What you have to do:
The lines from the start of the listing through the line containing "path.moveTo(r[0] + r[2], r[1]);" should be printed exactly, and no other lines should be printed.

==================================================

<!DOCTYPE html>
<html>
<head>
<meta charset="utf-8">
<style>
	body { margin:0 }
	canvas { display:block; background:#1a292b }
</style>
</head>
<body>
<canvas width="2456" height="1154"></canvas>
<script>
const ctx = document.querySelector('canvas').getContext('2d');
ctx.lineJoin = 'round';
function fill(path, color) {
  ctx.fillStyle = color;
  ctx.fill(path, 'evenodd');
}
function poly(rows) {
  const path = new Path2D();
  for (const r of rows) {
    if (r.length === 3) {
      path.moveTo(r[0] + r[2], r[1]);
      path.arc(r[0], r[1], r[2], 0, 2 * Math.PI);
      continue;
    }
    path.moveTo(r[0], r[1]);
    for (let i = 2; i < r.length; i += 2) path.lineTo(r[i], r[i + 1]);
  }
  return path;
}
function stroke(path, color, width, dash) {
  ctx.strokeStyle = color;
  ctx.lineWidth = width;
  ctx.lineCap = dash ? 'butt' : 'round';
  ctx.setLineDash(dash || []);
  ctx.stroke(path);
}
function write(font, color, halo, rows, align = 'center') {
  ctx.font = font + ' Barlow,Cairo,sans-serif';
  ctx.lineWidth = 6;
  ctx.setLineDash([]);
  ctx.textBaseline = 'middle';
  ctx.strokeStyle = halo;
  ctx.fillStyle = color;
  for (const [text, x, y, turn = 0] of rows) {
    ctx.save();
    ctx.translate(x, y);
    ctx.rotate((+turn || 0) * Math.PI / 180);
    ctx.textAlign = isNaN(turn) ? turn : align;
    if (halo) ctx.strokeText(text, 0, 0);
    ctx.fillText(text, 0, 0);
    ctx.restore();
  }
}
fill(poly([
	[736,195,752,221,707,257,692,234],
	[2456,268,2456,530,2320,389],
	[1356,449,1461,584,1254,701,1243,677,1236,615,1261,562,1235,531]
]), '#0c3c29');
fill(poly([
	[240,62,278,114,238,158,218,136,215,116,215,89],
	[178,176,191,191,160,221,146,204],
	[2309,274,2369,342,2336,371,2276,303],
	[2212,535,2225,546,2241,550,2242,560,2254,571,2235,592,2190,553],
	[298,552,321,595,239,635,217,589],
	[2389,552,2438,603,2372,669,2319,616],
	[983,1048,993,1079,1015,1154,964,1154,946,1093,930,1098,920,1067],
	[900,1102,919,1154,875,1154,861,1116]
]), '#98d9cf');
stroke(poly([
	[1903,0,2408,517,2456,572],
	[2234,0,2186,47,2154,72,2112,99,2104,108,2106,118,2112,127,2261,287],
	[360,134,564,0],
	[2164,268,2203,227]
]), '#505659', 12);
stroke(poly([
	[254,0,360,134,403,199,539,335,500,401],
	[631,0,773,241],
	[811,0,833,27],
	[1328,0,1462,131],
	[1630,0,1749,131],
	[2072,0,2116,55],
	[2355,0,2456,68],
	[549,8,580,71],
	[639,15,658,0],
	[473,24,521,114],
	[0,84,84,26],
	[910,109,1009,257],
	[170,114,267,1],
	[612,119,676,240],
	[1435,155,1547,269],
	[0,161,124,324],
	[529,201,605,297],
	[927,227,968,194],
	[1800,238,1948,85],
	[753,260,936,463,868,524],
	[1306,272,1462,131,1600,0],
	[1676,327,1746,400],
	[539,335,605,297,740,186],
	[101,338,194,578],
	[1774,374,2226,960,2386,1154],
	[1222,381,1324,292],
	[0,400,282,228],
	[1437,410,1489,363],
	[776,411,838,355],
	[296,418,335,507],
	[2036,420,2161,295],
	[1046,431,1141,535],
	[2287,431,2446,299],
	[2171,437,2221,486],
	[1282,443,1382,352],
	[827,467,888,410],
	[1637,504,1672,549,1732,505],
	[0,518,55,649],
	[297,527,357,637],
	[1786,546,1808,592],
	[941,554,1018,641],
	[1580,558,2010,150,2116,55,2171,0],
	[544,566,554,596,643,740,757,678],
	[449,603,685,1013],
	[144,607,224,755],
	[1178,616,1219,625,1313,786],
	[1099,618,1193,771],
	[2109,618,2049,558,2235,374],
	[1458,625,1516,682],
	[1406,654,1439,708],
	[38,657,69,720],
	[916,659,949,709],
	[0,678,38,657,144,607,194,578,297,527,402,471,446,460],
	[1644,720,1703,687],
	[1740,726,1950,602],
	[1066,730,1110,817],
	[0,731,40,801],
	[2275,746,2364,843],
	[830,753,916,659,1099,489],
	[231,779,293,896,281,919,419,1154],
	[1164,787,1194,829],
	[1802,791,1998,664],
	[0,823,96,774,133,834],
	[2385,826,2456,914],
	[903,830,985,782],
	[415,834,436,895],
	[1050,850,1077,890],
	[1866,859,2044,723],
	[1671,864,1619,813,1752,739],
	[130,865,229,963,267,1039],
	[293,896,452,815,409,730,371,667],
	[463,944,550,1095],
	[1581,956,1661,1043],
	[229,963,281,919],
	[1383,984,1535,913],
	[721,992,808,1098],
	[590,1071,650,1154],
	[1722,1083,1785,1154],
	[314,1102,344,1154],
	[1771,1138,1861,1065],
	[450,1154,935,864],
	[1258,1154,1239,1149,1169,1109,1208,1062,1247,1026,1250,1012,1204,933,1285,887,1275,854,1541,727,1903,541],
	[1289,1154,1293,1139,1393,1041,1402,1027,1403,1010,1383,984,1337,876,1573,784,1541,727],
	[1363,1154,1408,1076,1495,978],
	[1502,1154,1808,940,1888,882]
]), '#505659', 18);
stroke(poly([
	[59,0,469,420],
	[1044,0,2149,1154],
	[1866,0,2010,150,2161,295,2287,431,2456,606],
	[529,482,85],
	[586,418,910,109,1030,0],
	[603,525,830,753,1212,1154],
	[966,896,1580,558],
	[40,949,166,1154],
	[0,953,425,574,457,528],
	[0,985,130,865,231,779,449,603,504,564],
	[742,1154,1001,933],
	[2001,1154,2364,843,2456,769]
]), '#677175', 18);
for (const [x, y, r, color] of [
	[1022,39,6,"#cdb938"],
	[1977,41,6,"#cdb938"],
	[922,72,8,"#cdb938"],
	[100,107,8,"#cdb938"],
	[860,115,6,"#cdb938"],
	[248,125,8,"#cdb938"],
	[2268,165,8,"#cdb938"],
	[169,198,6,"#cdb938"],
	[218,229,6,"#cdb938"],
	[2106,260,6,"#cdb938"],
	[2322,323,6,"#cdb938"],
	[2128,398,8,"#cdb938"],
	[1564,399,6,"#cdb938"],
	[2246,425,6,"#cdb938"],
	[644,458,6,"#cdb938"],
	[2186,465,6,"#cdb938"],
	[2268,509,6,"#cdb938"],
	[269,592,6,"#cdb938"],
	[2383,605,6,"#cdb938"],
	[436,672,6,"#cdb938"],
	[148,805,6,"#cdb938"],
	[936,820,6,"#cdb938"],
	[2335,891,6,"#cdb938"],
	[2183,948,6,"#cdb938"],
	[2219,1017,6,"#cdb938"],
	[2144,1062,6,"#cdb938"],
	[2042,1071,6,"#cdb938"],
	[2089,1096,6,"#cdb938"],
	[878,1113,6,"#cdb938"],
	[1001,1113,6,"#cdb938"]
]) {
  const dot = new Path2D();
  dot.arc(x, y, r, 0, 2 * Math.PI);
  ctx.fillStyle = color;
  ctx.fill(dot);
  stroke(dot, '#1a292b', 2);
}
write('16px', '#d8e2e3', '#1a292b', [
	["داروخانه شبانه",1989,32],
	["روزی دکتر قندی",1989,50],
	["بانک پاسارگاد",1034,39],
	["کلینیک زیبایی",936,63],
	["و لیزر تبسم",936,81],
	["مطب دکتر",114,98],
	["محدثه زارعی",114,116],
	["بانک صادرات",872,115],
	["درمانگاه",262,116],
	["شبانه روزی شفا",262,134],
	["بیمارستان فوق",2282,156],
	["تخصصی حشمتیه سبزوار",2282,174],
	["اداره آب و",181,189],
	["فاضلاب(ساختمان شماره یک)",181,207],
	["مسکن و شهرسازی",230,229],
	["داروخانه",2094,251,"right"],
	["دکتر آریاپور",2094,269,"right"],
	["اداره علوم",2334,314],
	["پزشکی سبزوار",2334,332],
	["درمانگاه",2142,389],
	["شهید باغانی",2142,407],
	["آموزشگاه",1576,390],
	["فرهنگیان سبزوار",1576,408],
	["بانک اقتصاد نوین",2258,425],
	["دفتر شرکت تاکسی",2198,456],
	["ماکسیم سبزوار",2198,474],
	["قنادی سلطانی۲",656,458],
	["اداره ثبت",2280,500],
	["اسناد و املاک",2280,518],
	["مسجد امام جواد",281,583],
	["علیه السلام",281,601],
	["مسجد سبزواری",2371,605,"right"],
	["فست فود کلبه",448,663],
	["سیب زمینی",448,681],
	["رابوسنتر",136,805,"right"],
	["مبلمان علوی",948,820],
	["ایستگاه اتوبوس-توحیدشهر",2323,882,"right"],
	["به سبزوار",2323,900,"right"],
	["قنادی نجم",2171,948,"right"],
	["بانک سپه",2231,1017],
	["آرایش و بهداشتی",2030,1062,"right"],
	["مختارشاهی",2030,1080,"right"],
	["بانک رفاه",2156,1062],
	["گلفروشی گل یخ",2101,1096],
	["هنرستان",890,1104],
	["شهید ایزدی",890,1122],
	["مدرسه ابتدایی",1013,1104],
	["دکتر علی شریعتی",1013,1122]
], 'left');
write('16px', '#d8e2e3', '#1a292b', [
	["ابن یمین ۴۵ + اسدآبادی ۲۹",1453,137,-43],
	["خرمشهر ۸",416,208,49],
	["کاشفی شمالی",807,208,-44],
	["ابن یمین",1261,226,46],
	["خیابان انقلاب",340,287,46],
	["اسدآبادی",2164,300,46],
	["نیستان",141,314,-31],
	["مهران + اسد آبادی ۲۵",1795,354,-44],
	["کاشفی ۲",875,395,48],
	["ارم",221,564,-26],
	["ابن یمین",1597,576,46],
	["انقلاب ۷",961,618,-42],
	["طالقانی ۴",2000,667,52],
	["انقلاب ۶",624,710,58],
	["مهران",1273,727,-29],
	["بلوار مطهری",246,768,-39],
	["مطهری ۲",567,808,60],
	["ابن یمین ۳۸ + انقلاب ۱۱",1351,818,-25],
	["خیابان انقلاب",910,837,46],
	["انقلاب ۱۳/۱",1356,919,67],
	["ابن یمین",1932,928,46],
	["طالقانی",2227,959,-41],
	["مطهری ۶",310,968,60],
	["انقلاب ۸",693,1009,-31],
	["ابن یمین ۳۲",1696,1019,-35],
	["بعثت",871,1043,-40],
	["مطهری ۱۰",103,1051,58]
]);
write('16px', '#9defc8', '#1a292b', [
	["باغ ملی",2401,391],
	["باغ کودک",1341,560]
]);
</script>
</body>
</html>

==================================================

Your solution:
<!DOCTYPE html>
<html>
<head>
<meta charset="utf-8">
<style>
	body { margin:0 }
	canvas { display:block; background:#1a292b }
</style>
</head>
<body>
<canvas width="2456" height="1154"></canvas>
<script>
const ctx = document.querySelector('canvas').getContext('2d');
ctx.lineJoin = 'round';
function fill(path, color) {
  ctx.fillStyle = color;
  ctx.fill(path, 'evenodd');
}
function poly(rows) {
  const path = new Path2D();
  for (const r of rows) {
    if (r.length === 3) {
      path.moveTo(r[0] + r[2], r[1]);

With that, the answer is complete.